Report the count of lines containing the word "strokeStyle" in the entries below, and nothing more.

• **Records for processing**:
====

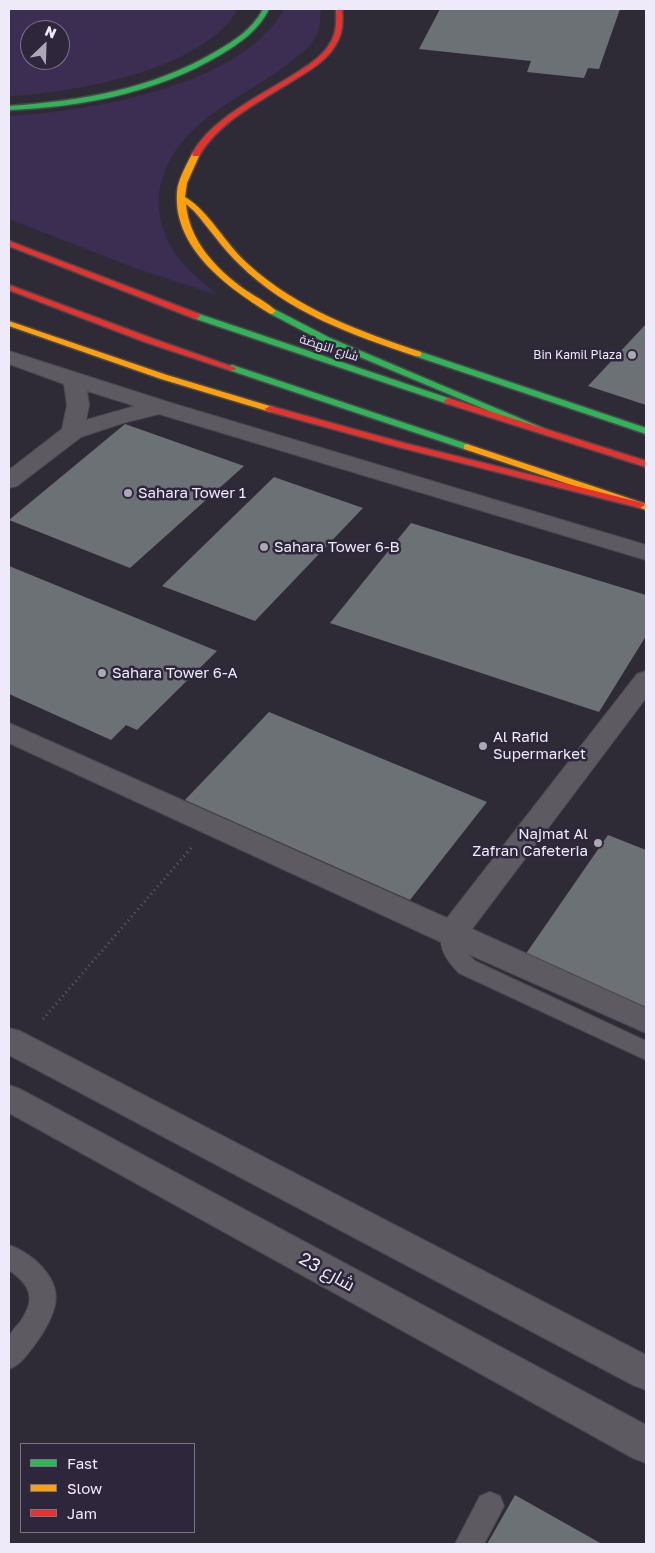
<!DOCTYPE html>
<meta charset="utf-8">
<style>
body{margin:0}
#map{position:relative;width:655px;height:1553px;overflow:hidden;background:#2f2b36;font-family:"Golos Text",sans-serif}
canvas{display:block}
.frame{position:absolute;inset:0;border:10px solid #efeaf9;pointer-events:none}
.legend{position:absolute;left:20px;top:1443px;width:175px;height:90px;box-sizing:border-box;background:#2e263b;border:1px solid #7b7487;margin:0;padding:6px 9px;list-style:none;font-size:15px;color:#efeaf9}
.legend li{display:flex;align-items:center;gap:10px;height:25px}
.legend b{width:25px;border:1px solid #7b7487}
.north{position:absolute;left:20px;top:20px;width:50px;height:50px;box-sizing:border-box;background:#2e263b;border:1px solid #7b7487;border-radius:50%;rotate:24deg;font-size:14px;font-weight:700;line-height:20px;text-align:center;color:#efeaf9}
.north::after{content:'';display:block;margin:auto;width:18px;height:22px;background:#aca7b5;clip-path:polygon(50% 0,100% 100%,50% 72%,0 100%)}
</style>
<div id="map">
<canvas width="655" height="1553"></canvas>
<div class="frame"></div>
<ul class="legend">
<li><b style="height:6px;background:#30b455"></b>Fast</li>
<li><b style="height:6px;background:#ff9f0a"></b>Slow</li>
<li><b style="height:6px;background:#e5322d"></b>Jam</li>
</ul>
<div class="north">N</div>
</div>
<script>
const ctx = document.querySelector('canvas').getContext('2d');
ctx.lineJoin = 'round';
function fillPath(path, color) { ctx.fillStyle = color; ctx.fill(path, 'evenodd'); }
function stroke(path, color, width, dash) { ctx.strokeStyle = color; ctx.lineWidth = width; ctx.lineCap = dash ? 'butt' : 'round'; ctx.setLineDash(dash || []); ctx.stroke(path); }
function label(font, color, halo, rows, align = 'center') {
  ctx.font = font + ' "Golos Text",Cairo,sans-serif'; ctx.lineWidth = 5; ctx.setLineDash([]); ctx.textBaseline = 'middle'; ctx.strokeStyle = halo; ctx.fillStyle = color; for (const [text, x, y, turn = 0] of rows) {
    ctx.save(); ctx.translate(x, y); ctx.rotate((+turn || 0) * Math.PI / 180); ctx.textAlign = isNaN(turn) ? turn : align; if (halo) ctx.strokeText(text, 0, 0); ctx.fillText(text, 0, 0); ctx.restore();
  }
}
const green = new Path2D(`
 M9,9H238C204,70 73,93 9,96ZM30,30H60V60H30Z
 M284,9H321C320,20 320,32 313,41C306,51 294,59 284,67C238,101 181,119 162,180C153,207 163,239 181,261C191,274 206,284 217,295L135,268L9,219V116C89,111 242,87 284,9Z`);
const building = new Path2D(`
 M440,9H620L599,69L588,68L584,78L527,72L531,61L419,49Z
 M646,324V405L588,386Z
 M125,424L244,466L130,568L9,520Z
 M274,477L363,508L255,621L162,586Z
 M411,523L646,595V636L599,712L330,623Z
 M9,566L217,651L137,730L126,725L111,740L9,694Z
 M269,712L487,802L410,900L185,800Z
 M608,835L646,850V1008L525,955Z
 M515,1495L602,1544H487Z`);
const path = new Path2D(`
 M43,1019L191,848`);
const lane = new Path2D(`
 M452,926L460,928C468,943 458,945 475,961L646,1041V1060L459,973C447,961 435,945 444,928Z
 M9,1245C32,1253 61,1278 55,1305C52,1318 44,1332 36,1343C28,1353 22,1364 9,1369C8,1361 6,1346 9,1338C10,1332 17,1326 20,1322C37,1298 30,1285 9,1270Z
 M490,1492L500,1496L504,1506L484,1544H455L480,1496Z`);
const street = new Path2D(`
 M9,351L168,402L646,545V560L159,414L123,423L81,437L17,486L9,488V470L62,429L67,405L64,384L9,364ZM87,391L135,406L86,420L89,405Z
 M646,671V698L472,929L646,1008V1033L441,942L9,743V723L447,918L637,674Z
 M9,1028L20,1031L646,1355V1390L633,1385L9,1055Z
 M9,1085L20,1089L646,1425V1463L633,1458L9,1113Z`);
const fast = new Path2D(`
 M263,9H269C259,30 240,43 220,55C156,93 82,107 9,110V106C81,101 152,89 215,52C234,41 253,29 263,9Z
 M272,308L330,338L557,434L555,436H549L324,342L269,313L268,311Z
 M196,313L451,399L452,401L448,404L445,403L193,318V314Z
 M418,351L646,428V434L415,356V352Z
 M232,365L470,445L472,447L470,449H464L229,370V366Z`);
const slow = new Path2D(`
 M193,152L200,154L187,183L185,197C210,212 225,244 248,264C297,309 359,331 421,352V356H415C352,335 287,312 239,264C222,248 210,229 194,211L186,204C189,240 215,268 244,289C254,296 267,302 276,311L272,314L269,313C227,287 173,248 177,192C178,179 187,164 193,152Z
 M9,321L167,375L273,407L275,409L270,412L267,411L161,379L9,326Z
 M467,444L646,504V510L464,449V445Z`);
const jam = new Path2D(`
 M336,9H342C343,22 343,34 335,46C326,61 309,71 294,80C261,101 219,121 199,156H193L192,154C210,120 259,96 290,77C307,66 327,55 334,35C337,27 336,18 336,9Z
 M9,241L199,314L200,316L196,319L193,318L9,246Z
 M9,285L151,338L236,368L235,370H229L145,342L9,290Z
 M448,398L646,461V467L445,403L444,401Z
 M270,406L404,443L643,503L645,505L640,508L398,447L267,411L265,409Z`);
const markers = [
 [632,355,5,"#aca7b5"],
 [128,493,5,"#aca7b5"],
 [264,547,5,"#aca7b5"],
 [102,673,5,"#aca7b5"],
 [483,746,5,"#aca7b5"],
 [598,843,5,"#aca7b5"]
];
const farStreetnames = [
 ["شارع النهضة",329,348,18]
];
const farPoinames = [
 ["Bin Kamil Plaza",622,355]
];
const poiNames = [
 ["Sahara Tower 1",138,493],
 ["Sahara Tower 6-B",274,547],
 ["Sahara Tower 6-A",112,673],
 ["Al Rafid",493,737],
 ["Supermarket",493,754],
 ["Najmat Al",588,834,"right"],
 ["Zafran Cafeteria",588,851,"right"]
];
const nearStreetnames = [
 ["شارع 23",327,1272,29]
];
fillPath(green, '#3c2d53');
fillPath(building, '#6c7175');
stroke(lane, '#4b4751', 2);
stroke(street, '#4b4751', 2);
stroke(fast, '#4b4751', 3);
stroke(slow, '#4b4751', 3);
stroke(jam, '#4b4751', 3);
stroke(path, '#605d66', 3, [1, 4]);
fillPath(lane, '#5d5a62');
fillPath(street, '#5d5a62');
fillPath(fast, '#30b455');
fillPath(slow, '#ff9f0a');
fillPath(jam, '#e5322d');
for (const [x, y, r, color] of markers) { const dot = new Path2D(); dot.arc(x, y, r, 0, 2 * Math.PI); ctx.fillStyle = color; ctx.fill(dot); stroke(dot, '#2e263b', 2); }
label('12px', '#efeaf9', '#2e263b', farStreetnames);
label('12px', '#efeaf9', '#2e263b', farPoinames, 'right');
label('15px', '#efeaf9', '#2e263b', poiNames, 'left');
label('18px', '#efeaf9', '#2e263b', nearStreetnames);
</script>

====

• **Solution for this problem**: 2